Austin-Macauley’s Cost-Index Approach
The basic working of the model is illustrated in Figure 8–9, where introduction of a new innovation shifts the supply schedule from S o DT (the pre-innovation supply of the defender technology) to S 1 ATP (the after-ATP supply of the new technology). Allowance for continuous improvement in the defender technology, however, causes a shift in the defender technology supply schedule to S 1 DT . For the ATP-sponsored technology to yield economic benefits requires that S 1 ATP be lower, or to the right, of the improved defender technology, S 1 DT .
The new technology is assumed to be an input into the production of goods and services by downstream buyers. Under competitive conditions in these downstream markets, derived demand for the technology reflects consumer demand, and, according to the researchers, “...the cost index will correctly estimate the welfare gain.” 284 If downstream markets are not competitive, then the cost index yields a lower bound estimate of consumer gain. The cost index approach “compares observed price and performance for an innovated product against hypothetical, best available price and performance had the technical advance not occurred.” 285
The researchers noted three major sources of randomness in the model’s parameters: variability in manufacturing and market conditions, imperfectly observed data, and “most importantly, uncertainty about future outcomes.” 286 Thus, rather than use single values, they incorporate in the model probability distributions of several parameters, including off-the-shelf nominal prices, quarterly rates of change in these prices, quality differences between performance attributes of the innovation and defender technologies, market size, adoption rates, personal consumption expenditures, and shadow prices.
Source: Austin and Macauley, Estimating Future Consumer Benefits from ATP-Funded Innovation: The Case of Digital Data Storage, 2000, p. 6.
Testing the Austin-Macauley Model
Austin and Macauley tested their model for two digital storage technologies funded in part by ATP. Both technologies were aimed at achieving much faster writing and retrieval of digital data than possible with defender technologies, and one also offered a large increase in storage capacity.
Data elements used in constructing the cost index included “estimated downstream digital data storage (DDS) expenditures as a share of total personal consumption expenditures, off-the-shelf DDS prices; differences in the technical attributes of the defender technologies and the innovations; marginal consumer valuations of these differences; quality-adjusted prices reflecting these valuations; and market rate of adoption of the innovation.” 287
Data for several of these parameters were collected from structured interviews in 1998 with the leaders of the industry teams conducting the ATP-funded research.
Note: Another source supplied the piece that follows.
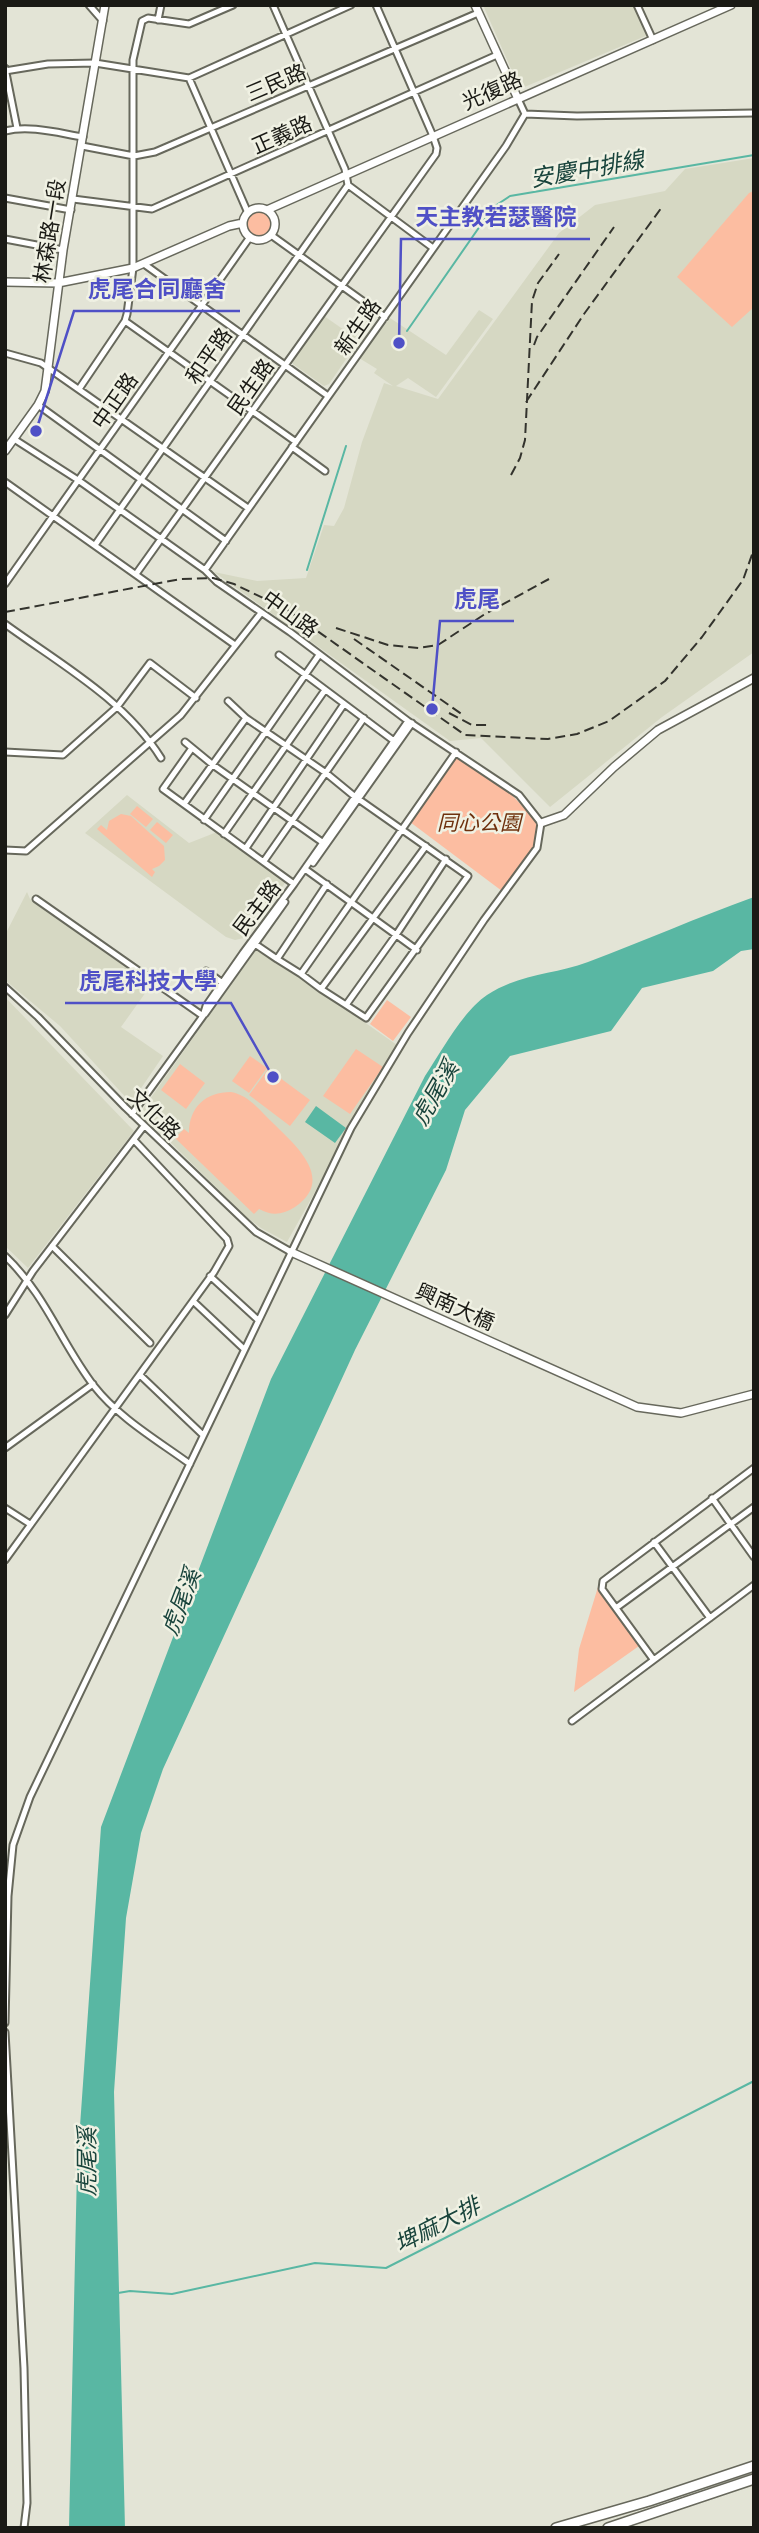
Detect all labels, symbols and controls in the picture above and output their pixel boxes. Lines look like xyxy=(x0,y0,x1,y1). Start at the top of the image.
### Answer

Table 8–4 reproduces the interview instrument.
The researchers generated estimates of shadow prices to determine the imputed value of the improved performance attributes associated with the two new technologies using a hedonic regression model of digital data storage drive attributes. They obtained data for this procedure from the websites of manufacturers and advertisements in magazines. 288
Estimates of consumer welfare gains were generated by a series of simulations containing 18 parameters. The interaction of different assumptions of parameter values in the simulation model yielded a range of estimates. The median estimate for consumer welfare gains over five years was $2.2B for the linear scanning technology, and $1.5B for optical tape, using a 5% discount rate.
Source: Austin and Macauley, Est imating Future Consumer Benefits from ATP-Funded Innovation: The Case of Digital Data Storage, 2000, pp. 22–23.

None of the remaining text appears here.